You cannot specify a typed table or typed view (SQLSTATE 428EC). The Hadoop table referenced in table-name cannot contain an ARRAY or ROW column (SQLSTATE 428H2).
The table name can refer to another Hadoop table only. Creating an Hadoop table LIKE a local table results in an error (SQLSTATE 42858).
- COMMENT string-constant
-
A table comment as part of a table definition can be used to provide information about the table.
- PARTITIONED BY partitioning-element-list
-
- column-definition
- Specifies one or more columns by which data that is inserted into the table is partitioned. The
action of including a PARTITIONED BY clause creates a directory in the distributed file system (DFS)
that contains data for each unique value in the column that is being partitioned. At query time, Big
SQL tries to scan only those directories, or partitions, that contain data that match the search
criteria of the query. The following data types cannot be used as partitioning columns:
- ARRAY
- BINARY
- BOOLEAN
- ROW
- TIMESTAMP
- VARBINARY
- partition-expression
- Specifies one or more partitioning expressions by which data that is inserted into the table is
partitioned. The action of including a PARTITIONED BY clause creates a directory in the distributed
file system (DFS) that contains data for each unique value in the partition expression. At query
time, Big SQL tries to scan only those directories, or partitions, that contain data that match the
search criteria of the query. The expression can reference one or more columns in the columns list.

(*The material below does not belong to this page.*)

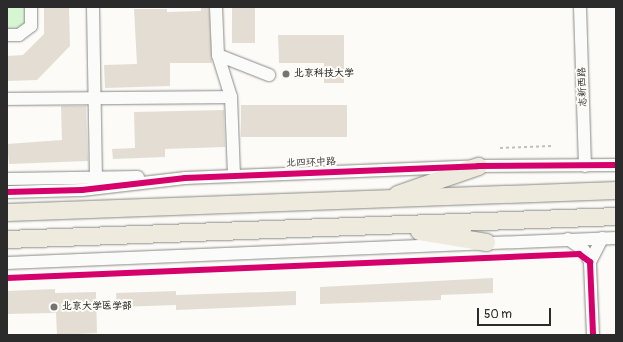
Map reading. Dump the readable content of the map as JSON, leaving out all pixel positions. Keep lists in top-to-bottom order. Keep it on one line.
{"streets":{"street":["志新西路","北四环中路"]},"crossings":[["志新西路","北四环中路"]],"places":["北京科技大学","北京大学医学部"],"scale_bar":"50 m"}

The AS clause specifies a name for the column that is derived from the expression. The data type of
this identifier matches the result type of the expression. If a query references the column that is
derived from the expression, a new predicate is automatically injected into the query so that Big
SQL scans only the qualifying partitions. The data type of the result of the expression cannot be
one of the following types:
- ARRAY
- BINARY
- BOOLEAN
- ROW
- TIMESTAMP
- VARBINARY
The partitioning expression cannot contain any of the following items (SQLSTATE 42621):- Subqueries
- Column functions
- Dereference operations or DEREF functions
- User-defined or built-in functions that are non-deterministic
- User-defined functions that use the EXTERNAL ACTION option
- User-defined functions that are not defined with NO SQL
- Host variables or parameter markers
- Special registers or built-in functions that depend on the value of a special register
- Global variables
- An expression on a partitioning expression column
Note: A load Hadoop operation does not automatically generate column values when a table is partitioned by a partition-expression. When using the LOAD HADOOP statement on a table that is partitioned by a partition-expression, ensure that the column values are generated in advance and stored in a file. The INSERT statement does automatically generate column values for the partition-expression. Therefore, if values for the new column must be automatically generated, use the INSERT statement instead of the LOAD HADOOP statement. If all column values are generated in advance, use the LOAD HADOOP statement.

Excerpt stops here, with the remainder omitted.